The Gozsdu Courtyard and the Jewish Triangle
by György Szegő
"Today little is left of what used to be a checkered board of extraordinary ethnic diversity of cities within the city," writes György Szegő, the editor of the bi-monthly architectural journal Új Építőművészet, in the second of the two articles here devoted to a quarter in the heart of the city, part of the city yet self-contained, both residential and partly occupied by small tradesmen and craftsmen, just as London's Covent Garden and Les Halles in Paris once were.

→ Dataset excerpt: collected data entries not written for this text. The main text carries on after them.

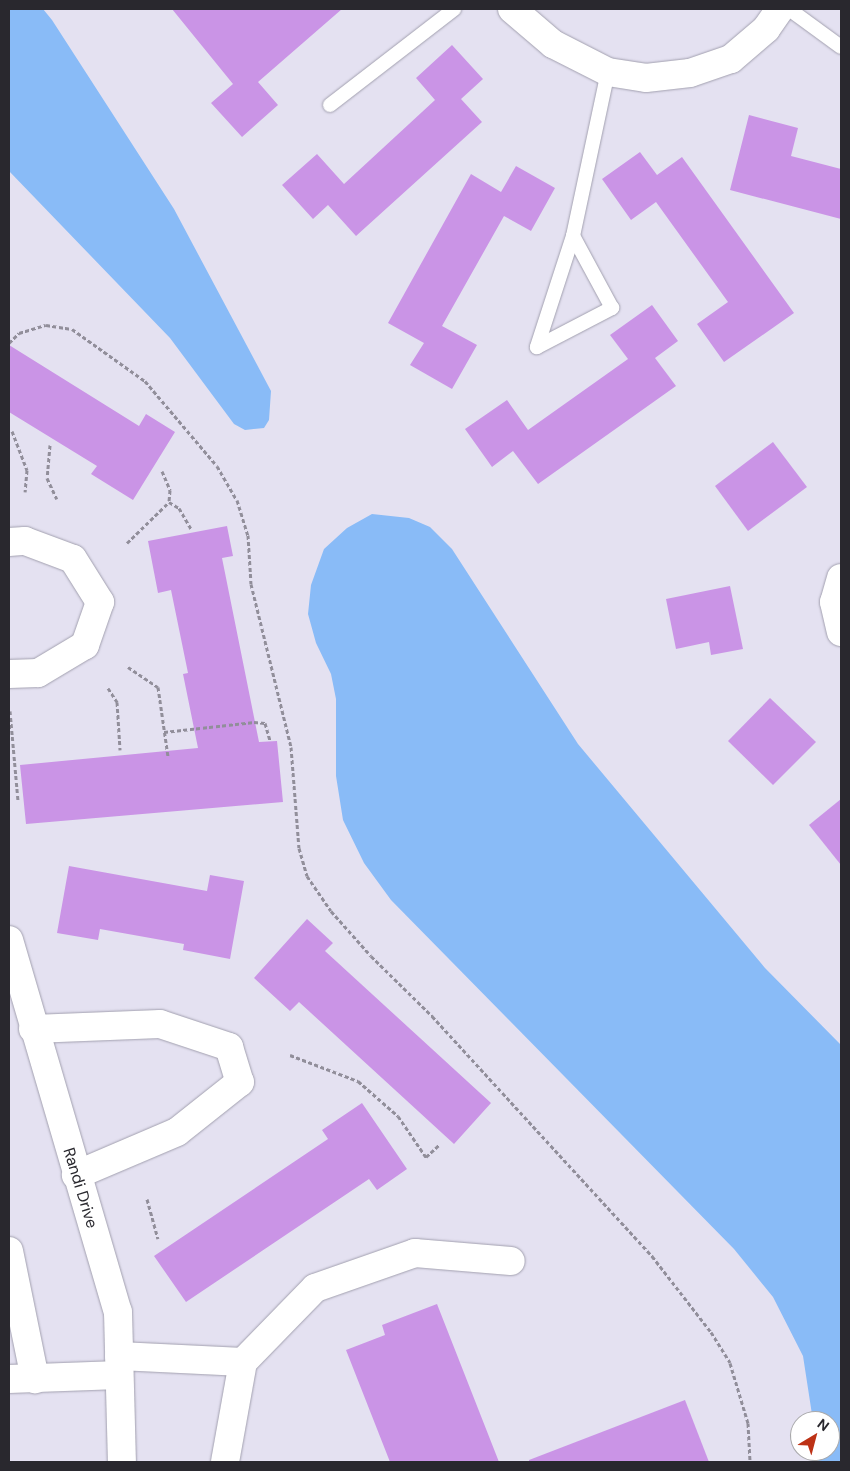 <!DOCTYPE html>
<html>
<head>
<meta charset="utf-8">
<style>
	body { margin:0 }
	#map { position:relative; width:850px; height:1471px; overflow:hidden; background:#e4e1f1; font-family:"DM Sans",sans-serif }
	div>[style] { position:absolute }
	.water>* { inset:0; background:#89bbf7 }
	.building>* { inset:0; background:#ca94e6 }
	.path>* { height:3px; margin-top:-1.5px; transform-origin:0; background:repeating-linear-gradient(90deg,#918e9a 0 4px,transparent 0 6.5px) }
	.roads { filter:drop-shadow(0 0 1px #a2a0af) drop-shadow(0 0 1px #a2a0af) }
	.service>* { height:14px; margin:-7px; padding:0 7px; transform-origin:7px; border-radius:7px; background:#fff }
	.minor>* { height:28px; margin:-14px; padding:0 14px; transform-origin:14px; border-radius:14px; background:#fff }
	span { translate:-50% -50%; white-space:nowrap; text-align:center; line-height:1.15; -webkit-text-stroke:4px #fff; paint-order:stroke }
	.street-label { font-size:16px; color:#29282e }
	.frame { position:absolute; inset:0; border:10px solid #29282e; pointer-events:none }
	.north { position:absolute; left:790px; top:1411px; width:50px; height:50px; box-sizing:border-box; background:#fff; border:1px solid #a9a9ab; border-radius:50%; rotate:37deg; font-size:14px; font-weight:700; line-height:20px; text-align:center; color:#29282e }
	.north::after { content:''; display:block; margin:auto; width:18px; height:22px; background:#bd3216; clip-path:polygon(50% 0,100% 100%,50% 72%,0 100%) }
</style>
</head>
<body>
<div id="map">
	<div class="water">
		<i style="clip-path:polygon(9px 9px,43px 9px,52px 20px,174px 209px,271px 391px,269px 420px,264px 428px,245px 430px,234px 424px,170px 338px,9px 171px)"></i>
		<i style="clip-path:polygon(372px 514px,409px 518px,430px 527px,452px 549px,578px 744px,765px 968px,841px 1045px,841px 1462px,812px 1462px,813px 1451px,830px 1451px,830px 1421px,813px 1421px,803px 1356px,773px 1297px,734px 1249px,391px 900px,364px 863px,343px 820px,336px 776px,336px 699px,331px 674px,316px 643px,308px 614px,311px 585px,324px 549px,347px 528px)"></i>
	</div>
	<div class="building">
		<i style="clip-path:polygon(172px 9px,342px 9px,258px 82px,278px 105px,242px 137px,211px 103px,233px 84px)"></i>
		<i style="clip-path:polygon(452px 45px,483px 79px,461px 99px,482px 122px,356px 236px,328px 205px,313px 219px,282px 185px,317px 154px,344px 184px,435px 100px,416px 78px)"></i>
		<i style="clip-path:polygon(749px 115px,798px 128px,791px 156px,841px 169px,841px 219px,730px 190px)"></i>
		<i style="clip-path:polygon(640px 152px,657px 175px,682px 157px,794px 313px,724px 362px,697px 324px,728px 302px,656px 202px,631px 220px,602px 179px)"></i>
		<i style="clip-path:polygon(516px 166px,555px 188px,531px 231px,504px 216px,442px 326px,477px 345px,452px 389px,410px 365px,424px 343px,388px 323px,471px 174px,501px 192px)"></i>
		<i style="clip-path:polygon(652px 305px,678px 341px,655px 358px,676px 386px,538px 484px,513px 451px,492px 467px,465px 429px,507px 400px,528px 430px,628px 359px,610px 335px)"></i>
		<i style="clip-path:polygon(9px 345px,139px 426px,146px 414px,175px 432px,133px 500px,91px 474px,97px 466px,9px 412px)"></i>
		<i style="clip-path:polygon(773px 442px,807px 487px,748px 531px,715px 486px)"></i>
		<i style="clip-path:polygon(227px 526px,233px 556px,222px 558px,259px 742px,277px 741px,283px 802px,26px 824px,20px 765px,198px 748px,183px 674px,188px 673px,171px 590px,158px 593px,148px 541px)"></i>
		<i style="clip-path:polygon(730px 586px,743px 649px,711px 655px,709px 642px,676px 649px,666px 599px)"></i>
		<i style="clip-path:polygon(770px 698px,816px 742px,773px 785px,728px 741px)"></i>
		<i style="clip-path:polygon(841px 799px,841px 865px,809px 825px)"></i>
		<i style="clip-path:polygon(69px 866px,207px 891px,210px 875px,244px 881px,230px 959px,183px 950px,184px 944px,100px 929px,98px 940px,57px 933px)"></i>
		<i style="clip-path:polygon(307px 919px,333px 943px,325px 951px,491px 1103px,454px 1144px,299px 1002px,290px 1011px,254px 978px)"></i>
		<i style="clip-path:polygon(362px 1103px,407px 1169px,377px 1190px,369px 1179px,186px 1302px,154px 1256px,328px 1139px,322px 1130px)"></i>
		<i style="clip-path:polygon(437px 1304px,499px 1462px,390px 1462px,346px 1350px,385px 1335px,382px 1325px)"></i>
		<i style="clip-path:polygon(685px 1400px,709px 1462px,529px 1462px,529px 1460px)"></i>
	</div>
	<div class="path">
		<i style="left:9px;top:343px;width:14px;rotate:-45deg"></i>
		<i style="left:19px;top:333px;width:28px;rotate:-17deg"></i>
		<i style="left:46px;top:325px;width:26px;rotate:9deg"></i>
		<i style="left:72px;top:329px;width:90px;rotate:35.5deg"></i>
		<i style="left:145px;top:381px;width:111px;rotate:49.7deg"></i>
		<i style="left:217px;top:466px;width:39px;rotate:60deg"></i>
		<i style="left:237px;top:500px;width:37px;rotate:73deg"></i>
		<i style="left:248px;top:535px;width:49px;rotate:86.5deg"></i>
		<i style="left:251px;top:584px;width:168px;rotate:76.2deg"></i>
		<i style="left:291px;top:747px;width:101px;rotate:85.5deg"></i>
		<i style="left:299px;top:848px;width:29px;rotate:74deg"></i>
		<i style="left:307px;top:876px;width:42px;rotate:55.6deg"></i>
		<i style="left:331px;top:911px;width:60px;rotate:48.4deg"></i>
		<i style="left:371px;top:956px;width:86px;rotate:44.5deg"></i>
		<i style="left:432px;top:1016px;width:326px;rotate:47.5deg"></i>
		<i style="left:652px;top:1256px;width:96px;rotate:52.2deg"></i>
		<i style="left:711px;top:1332px;width:36px;rotate:58deg"></i>
		<i style="left:730px;top:1363px;width:63px;rotate:73.3deg"></i>
		<i style="left:748px;top:1423px;width:39px;rotate:87deg"></i>
		<i style="left:12px;top:431px;width:42px;rotate:69deg"></i>
		<i style="left:27px;top:470px;width:22px;rotate:95deg"></i>
		<i style="left:50px;top:445px;width:33px;rotate:95deg"></i>
		<i style="left:47px;top:478px;width:23px;rotate:65deg"></i>
		<i style="left:162px;top:471px;width:21px;rotate:67deg"></i>
		<i style="left:170px;top:490px;width:12px;rotate:95deg"></i>
		<i style="left:169px;top:502px;width:12px;rotate:31deg"></i>
		<i style="left:179px;top:508px;width:24px;rotate:60deg"></i>
		<i style="left:127px;top:543px;width:59px;rotate:-44.3deg"></i>
		<i style="left:128px;top:667px;width:36px;rotate:34deg"></i>
		<i style="left:158px;top:687px;width:70px;rotate:81.8deg"></i>
		<i style="left:108px;top:688px;width:17px;rotate:57deg"></i>
		<i style="left:117px;top:702px;width:48px;rotate:86.4deg"></i>
		<i style="left:10px;top:711px;width:90px;rotate:84.9deg"></i>
		<i style="left:164px;top:732px;width:91px;rotate:-6.3deg"></i>
		<i style="left:254px;top:722px;width:11px;rotate:5deg"></i>
		<i style="left:265px;top:723px;width:19px;rotate:74deg"></i>
		<i style="left:290px;top:1055px;width:73px;rotate:20.9deg"></i>
		<i style="left:358px;top:1081px;width:53px;rotate:41.2deg"></i>
		<i style="left:398px;top:1116px;width:50px;rotate:55.7deg"></i>
		<i style="left:426px;top:1157px;width:19px;rotate:-43deg"></i>
		<i style="left:147px;top:1199px;width:41px;rotate:74.6deg"></i>
	</div>
	<div class="roads">
		<div class="service">
			<i style="left:789px;top:9px;width:64px;rotate:36.2deg"></i>
			<i style="left:330px;top:105px;width:157px;rotate:-37.7deg"></i>
			<i style="left:573px;top:236px;width:117px;rotate:108deg"></i>
			<i style="left:537px;top:347px;width:85px;rotate:-27.5deg"></i>
			<i style="left:612px;top:308px;width:82px;rotate:-118.4deg"></i>
			<i style="left:573px;top:236px;width:168px;rotate:-78deg"></i>
		</div>
		<div class="minor">
			<i style="left:512px;top:9px;width:54px;rotate:40.5deg"></i>
			<i style="left:553px;top:44px;width:62px;rotate:27deg"></i>
			<i style="left:608px;top:72px;width:38px;rotate:9deg"></i>
			<i style="left:646px;top:78px;width:44px;rotate:-6.5deg"></i>
			<i style="left:690px;top:73px;width:43px;rotate:-18.9deg"></i>
			<i style="left:731px;top:59px;width:46px;rotate:-40.6deg"></i>
			<i style="left:766px;top:29px;width:24px;rotate:-55deg"></i>
			<i style="left:9px;top:542px;width:16px;rotate:-4deg"></i>
			<i style="left:25px;top:541px;width:51px;rotate:20.6deg"></i>
			<i style="left:73px;top:559px;width:51px;rotate:57.9deg"></i>
			<i style="left:100px;top:602px;width:46px;rotate:109.2deg"></i>
			<i style="left:85px;top:645px;width:55px;rotate:149.2deg"></i>
			<i style="left:38px;top:673px;width:29px;rotate:178deg"></i>
			<i style="left:841px;top:578px;width:25px;rotate:106deg"></i>
			<i style="left:834px;top:602px;width:31px;rotate:77deg"></i>
			<i style="left:9px;top:940px;width:388px;rotate:73.7deg"></i>
			<i style="left:118px;top:1312px;width:150px;rotate:88.5deg"></i>
			<i style="left:33px;top:1029px;width:127px;rotate:-2.3deg"></i>
			<i style="left:160px;top:1024px;width:73px;rotate:18.4deg"></i>
			<i style="left:229px;top:1047px;width:37px;rotate:73deg"></i>
			<i style="left:240px;top:1082px;width:80px;rotate:141.6deg"></i>
			<i style="left:177px;top:1132px;width:110px;rotate:156.9deg"></i>
			<i style="left:9px;top:1251px;width:131px;rotate:78.5deg"></i>
			<i style="left:119px;top:1356px;width:124px;rotate:2.8deg"></i>
			<i style="left:243px;top:1362px;width:103px;rotate:-45.8deg"></i>
			<i style="left:315px;top:1288px;width:106px;rotate:-19.3deg"></i>
			<i style="left:415px;top:1253px;width:96px;rotate:4.8deg"></i>
			<i style="left:9px;top:1379px;width:110px;rotate:-2.1deg"></i>
			<i style="left:225px;top:1462px;width:102px;rotate:-79.8deg"></i>
		</div>
	</div>
	<div class="street-label">
		<span style="left:80px;top:1188px;rotate:73deg">Randi Drive</span>
	</div>
	<div class="frame"></div>
	<div class="north">N</div>
</div>
</body>
</html>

His article focuses on the topography, buildings, architects and residents who created this vibrant quarter.
The quarter was recently declared a World Heritage site and these articles are illustrated.
An Old Man in Pince-Nez
by György Báron
Márta Mészáros: A temetetlen halott (The Unburied Dead)
"The Unburied Dead is the first post-1989 work on the 1956 Revolution and its martyred Prime Minister that merits critical attention," comments the critic György Báron on Márta Mészáros's latest film. He examines the paradox whereby some films made during the censorship years succeeded in "evoking the days of revolution without mendacity or equivocation" whereas more recent work devoted directly to the Revolution is distinctly unsatisfactory. Here the central figure is Imre Nagy, the Revolution's prime minister, who haunted Kádár's conscience after he had him executed in 1958 like Banquo haunted Macbeth. (The Shakesperean parallel is almost a cliché in Hungary, heightened by Kádár dying in raving senile incoherence on the very day in 1989 that the Supreme Court overturned Nagy's conviction and rehabilitated him.) For all that the film fails to explore much of its protagonist's motivation and background, the review judges it as a sound attempt to cover the basic history of the Revolution.